··· Material for this task ···

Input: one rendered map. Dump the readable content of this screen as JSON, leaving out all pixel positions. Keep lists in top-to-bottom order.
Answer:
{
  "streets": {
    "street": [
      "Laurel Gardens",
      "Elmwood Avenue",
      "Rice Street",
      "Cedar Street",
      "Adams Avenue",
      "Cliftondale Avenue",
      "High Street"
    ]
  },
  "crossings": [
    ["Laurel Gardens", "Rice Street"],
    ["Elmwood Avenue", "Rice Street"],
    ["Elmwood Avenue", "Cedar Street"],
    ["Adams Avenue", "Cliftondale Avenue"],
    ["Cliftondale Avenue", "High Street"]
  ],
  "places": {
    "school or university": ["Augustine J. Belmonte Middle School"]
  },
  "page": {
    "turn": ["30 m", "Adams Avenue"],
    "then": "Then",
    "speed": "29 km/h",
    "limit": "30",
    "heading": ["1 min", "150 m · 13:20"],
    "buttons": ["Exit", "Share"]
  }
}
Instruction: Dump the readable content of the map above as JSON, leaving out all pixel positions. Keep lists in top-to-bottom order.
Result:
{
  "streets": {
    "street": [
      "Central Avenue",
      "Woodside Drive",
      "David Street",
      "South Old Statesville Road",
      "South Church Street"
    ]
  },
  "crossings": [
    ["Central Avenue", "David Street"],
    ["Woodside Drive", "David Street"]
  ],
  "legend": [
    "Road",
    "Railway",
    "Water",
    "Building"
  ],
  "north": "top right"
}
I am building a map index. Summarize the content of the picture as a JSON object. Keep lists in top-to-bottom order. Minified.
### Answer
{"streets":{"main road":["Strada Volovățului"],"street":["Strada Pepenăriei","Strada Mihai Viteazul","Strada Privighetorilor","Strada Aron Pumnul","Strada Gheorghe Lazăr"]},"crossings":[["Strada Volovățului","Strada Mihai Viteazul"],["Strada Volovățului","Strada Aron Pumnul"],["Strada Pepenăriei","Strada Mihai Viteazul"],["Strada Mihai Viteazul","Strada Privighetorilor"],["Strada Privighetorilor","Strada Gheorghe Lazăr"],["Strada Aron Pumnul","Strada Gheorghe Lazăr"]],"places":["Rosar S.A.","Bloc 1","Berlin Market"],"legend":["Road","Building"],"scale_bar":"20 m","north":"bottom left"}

···

Exercise requirements -> Go through the records above and copy every line with the word "pixel".

Response for this exercise ->
Input: one rendered map. Dump the readable content of this screen as JSON, leaving out all pixel positions. Keep lists in top-to-bottom order.
Instruction: Dump the readable content of the map above as JSON, leaving out all pixel positions. Keep lists in top-to-bottom order.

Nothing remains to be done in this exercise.